Earlier this week it was reported that the value of Twitter / X has more than halved since Elon Musk paid $44bn for the company a year ago. That’s not entirely true. Multiply the value of the stock recently distributed to X employees as part of their compensation up to the total value of the company and yes, you get $19bn. What this means, however, is that Twitter would now be worth $25bn less to someone else. To Elon Musk, its use value has increased, as we saw last night.
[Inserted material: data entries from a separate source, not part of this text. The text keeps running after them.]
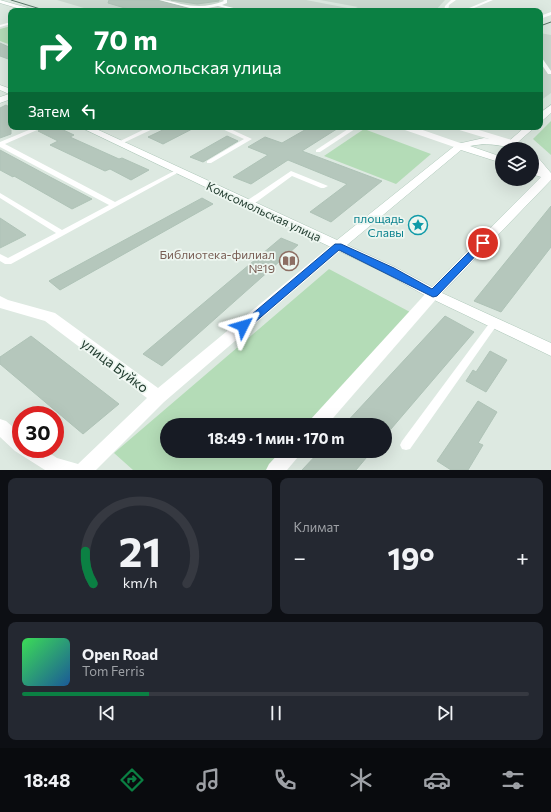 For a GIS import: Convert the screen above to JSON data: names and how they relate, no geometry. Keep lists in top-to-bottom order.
{
  "streets": {
    "street": ["Комсомольская улица", "улица Буйко"]
  },
  "places": {
    "place": ["площадь Славы"],
    "library": ["Библиотека-филиал №19"]
  },
  "page": {
    "turn": ["70 m", "Комсомольская улица"],
    "then": "Затем",
    "limit": "30",
    "trip": "18:49 · 1 мин · 170 m",
    "tile": "Климат",
    "heat": ["−", "19°", "+"],
    "song": ["Open Road", "Tom Ferris"],
    "tabs": "18:48",
    "gauge": ["21", "km/h"]
  }
}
Musk’s ownership of the platform secured him not only a seat among world leaders at the first multinational agreement on AI but a fawning, softball interview with our prime minister, conducted entirely on his terms.
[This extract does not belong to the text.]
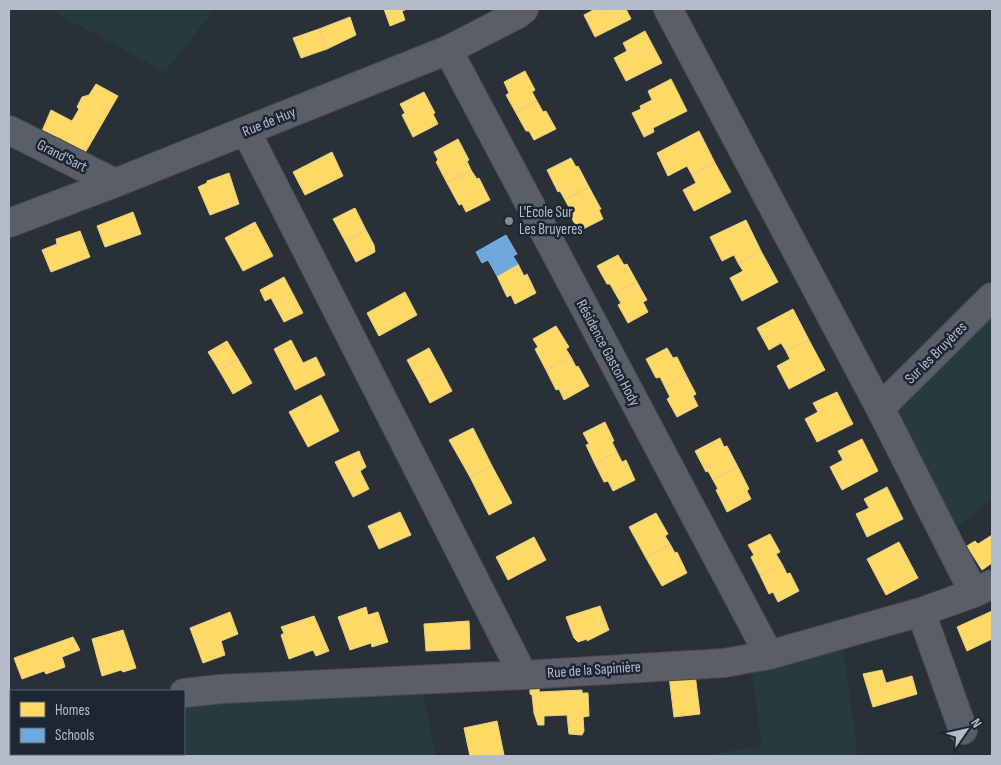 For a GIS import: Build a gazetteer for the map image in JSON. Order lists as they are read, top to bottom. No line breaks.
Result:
{"streets":{"street":["Rue de Huy","Grand'Sart","Résidence Gaston Hody","Sur les Bruyères","Rue de la Sapinière"]},"crossings":[["Rue de Huy","Grand'Sart"],["Rue de Huy","Résidence Gaston Hody"],["Résidence Gaston Hody","Rue de la Sapinière"]],"places":["L'Ecole Sur Les Bruyeres"],"legend":["Homes","Schools"],"north":"top right"}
From my seat in the long gallery at Lancaster House – the press, whom Musk despises, were relegated to the back rows on one side and denied the opportunity to ask questions – the interview made for uncomfortable viewing. As they sat down Sunak took off his jacket; given the conversation that followed, I’m surprised he didn’t offer to buff Musk’s shoes with it.
The Prime Minister could not have done more to make the Tesla CEO comfortable. In an interview to which Musk’s platform was given exclusive broadcast rights (other TV channels were told they could use the footage from X), he opened by quoting Bill Gates’ comment that no-one had done more than Musk to push the bounds of science and innovation. A nice thing for anyone to say, he chuckled, but wow, Bill Gates! Musk smiled and did not mention his well-known verdict on Gates (“categorically insane, and an asshole to the core”).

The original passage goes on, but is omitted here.